▶ Work task
Retype only what runs from the first line of the records to the line with "position:relative; width:1280px; height:1752px;", inclusive, and no pictures.

(Saved entries)
+---+

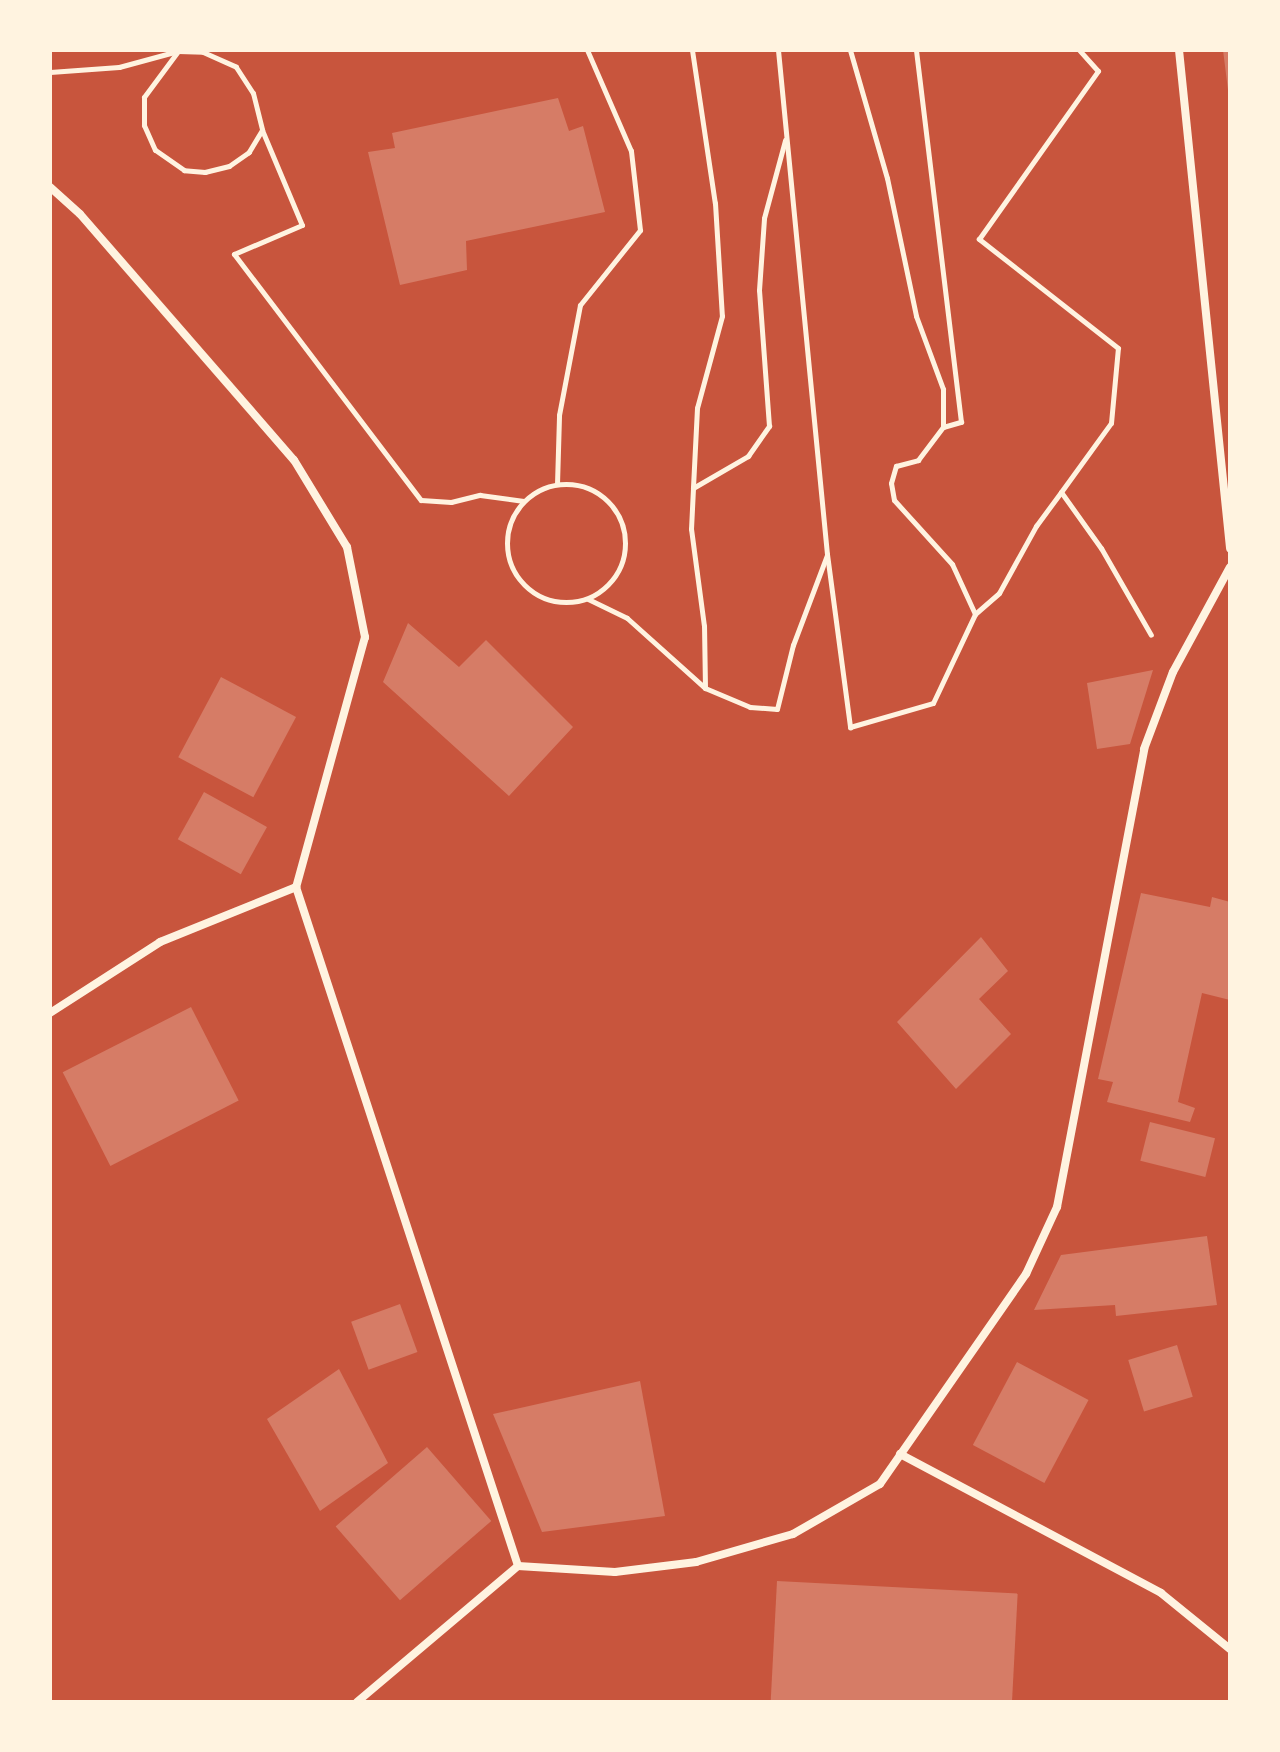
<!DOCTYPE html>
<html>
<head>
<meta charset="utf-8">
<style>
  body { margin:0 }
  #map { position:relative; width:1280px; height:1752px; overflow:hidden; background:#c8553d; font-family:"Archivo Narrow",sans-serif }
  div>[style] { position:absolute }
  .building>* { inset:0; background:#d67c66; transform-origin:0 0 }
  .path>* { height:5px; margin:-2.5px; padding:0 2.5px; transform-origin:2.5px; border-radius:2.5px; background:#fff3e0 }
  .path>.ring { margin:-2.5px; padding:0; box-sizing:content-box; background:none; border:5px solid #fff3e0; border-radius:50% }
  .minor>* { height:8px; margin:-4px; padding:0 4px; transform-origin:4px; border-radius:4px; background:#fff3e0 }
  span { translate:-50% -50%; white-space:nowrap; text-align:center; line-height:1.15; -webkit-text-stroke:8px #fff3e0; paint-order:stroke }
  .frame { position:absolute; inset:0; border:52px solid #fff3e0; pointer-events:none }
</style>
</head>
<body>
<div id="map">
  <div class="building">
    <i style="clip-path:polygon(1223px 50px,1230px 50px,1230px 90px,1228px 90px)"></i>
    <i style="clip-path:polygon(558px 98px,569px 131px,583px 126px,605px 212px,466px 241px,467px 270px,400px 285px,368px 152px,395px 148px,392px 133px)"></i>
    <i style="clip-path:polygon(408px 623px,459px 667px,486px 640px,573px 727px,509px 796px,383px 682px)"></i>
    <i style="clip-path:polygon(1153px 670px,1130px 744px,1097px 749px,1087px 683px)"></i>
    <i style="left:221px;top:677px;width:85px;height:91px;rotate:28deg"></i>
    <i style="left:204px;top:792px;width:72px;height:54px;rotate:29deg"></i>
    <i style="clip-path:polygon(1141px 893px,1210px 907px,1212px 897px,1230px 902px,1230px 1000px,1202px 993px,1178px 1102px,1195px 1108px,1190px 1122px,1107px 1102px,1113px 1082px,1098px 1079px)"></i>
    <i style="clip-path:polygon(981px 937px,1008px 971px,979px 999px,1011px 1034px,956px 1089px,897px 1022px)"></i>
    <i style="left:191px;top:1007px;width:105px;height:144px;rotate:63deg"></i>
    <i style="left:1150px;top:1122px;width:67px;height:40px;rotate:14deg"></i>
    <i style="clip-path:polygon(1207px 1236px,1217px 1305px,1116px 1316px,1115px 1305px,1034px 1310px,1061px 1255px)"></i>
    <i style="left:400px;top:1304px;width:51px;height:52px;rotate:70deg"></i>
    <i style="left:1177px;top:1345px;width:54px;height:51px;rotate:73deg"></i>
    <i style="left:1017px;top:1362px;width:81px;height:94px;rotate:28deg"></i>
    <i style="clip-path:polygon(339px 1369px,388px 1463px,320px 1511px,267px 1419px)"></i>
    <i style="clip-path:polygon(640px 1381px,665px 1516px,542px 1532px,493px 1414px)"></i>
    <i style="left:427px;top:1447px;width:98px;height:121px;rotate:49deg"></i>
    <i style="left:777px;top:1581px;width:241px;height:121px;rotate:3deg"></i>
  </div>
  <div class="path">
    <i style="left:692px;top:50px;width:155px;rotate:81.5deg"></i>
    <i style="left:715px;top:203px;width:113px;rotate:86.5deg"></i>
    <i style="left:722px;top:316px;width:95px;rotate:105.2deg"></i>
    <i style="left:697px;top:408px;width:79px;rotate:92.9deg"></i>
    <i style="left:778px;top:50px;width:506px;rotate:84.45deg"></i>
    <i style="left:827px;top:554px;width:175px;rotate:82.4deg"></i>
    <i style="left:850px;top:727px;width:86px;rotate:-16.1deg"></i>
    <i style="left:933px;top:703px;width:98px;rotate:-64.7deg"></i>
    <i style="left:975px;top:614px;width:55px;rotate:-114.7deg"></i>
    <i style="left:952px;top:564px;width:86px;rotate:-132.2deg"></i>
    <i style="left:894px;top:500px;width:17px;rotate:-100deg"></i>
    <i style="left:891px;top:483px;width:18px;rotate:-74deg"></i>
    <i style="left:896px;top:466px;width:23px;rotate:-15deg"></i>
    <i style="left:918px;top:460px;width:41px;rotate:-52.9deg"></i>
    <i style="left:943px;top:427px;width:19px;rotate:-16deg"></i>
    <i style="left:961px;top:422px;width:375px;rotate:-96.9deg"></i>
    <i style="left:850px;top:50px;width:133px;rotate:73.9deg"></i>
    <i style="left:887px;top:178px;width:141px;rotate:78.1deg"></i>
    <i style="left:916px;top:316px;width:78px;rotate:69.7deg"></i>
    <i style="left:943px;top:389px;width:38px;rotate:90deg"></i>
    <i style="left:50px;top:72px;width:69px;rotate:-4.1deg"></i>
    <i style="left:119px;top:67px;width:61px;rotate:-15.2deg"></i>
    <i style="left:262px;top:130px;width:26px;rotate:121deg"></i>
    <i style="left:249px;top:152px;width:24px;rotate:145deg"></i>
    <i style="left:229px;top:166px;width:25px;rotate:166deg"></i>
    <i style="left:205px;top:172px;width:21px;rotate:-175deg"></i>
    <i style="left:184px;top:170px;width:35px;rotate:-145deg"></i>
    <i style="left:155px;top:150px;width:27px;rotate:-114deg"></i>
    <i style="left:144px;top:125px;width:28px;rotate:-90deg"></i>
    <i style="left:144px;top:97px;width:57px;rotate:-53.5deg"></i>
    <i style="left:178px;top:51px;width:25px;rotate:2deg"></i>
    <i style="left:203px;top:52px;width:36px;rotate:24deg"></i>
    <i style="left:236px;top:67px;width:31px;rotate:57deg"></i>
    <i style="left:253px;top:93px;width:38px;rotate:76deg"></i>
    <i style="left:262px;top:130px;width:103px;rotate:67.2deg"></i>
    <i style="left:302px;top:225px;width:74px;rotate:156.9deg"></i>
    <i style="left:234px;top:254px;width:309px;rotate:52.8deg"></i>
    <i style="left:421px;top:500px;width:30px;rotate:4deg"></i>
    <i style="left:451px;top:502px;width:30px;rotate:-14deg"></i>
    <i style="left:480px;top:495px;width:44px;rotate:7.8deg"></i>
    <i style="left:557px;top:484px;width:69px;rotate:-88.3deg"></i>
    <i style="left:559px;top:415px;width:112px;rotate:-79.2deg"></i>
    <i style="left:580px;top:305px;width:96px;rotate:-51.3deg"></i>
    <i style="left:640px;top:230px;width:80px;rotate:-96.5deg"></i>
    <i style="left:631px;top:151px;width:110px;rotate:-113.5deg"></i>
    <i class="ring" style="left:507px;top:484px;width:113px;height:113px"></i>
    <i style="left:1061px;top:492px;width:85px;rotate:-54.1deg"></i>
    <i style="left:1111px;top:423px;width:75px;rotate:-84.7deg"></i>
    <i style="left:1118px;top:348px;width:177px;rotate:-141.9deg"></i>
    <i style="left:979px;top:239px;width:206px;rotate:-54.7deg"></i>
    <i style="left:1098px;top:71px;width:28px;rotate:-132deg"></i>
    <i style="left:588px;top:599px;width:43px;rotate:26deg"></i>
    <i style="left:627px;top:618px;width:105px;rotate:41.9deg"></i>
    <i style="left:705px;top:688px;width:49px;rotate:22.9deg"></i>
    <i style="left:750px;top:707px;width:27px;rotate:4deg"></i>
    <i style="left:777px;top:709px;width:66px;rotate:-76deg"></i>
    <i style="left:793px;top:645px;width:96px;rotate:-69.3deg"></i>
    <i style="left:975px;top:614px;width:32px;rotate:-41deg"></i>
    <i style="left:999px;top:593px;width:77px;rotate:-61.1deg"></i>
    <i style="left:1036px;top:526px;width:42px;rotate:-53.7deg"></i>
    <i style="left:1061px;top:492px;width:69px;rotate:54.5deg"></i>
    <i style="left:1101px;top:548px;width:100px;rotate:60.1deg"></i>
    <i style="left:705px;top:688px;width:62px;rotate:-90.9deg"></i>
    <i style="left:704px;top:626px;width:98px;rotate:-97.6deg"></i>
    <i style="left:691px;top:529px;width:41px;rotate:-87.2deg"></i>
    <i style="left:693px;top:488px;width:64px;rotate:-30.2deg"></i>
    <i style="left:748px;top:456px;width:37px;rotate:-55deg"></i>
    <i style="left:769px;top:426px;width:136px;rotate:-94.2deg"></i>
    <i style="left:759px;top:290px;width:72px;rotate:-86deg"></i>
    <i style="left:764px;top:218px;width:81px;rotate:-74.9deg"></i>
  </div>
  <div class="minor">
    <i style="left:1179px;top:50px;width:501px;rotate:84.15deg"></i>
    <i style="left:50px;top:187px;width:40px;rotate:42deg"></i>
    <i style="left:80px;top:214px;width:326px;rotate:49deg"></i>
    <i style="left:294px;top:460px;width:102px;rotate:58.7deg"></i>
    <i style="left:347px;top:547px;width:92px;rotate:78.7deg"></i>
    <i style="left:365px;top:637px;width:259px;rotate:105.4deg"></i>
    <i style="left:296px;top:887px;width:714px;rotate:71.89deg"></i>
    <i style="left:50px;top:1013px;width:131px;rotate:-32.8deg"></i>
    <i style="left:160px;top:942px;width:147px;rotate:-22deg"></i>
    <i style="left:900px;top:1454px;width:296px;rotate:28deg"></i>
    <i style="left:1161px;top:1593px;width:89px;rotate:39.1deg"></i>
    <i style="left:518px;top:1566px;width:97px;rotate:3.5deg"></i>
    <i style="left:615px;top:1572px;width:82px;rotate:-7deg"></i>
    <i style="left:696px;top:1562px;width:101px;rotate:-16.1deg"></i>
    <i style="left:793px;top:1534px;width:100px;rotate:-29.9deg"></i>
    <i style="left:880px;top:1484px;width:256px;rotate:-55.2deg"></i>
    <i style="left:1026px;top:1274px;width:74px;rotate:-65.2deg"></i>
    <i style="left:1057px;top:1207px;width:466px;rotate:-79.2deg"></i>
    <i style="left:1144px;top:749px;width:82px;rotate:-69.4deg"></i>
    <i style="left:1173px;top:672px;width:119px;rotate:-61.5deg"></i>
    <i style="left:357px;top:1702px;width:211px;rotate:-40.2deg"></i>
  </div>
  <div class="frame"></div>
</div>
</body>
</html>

+---+

▶ Output below
<!DOCTYPE html>
<html>
<head>
<meta charset="utf-8">
<style>
  body { margin:0 }
  #map { position:relative; width:1280px; height:1752px; overflow:hidden; background:#c8553d; font-family:"Archivo Narrow",sans-serif }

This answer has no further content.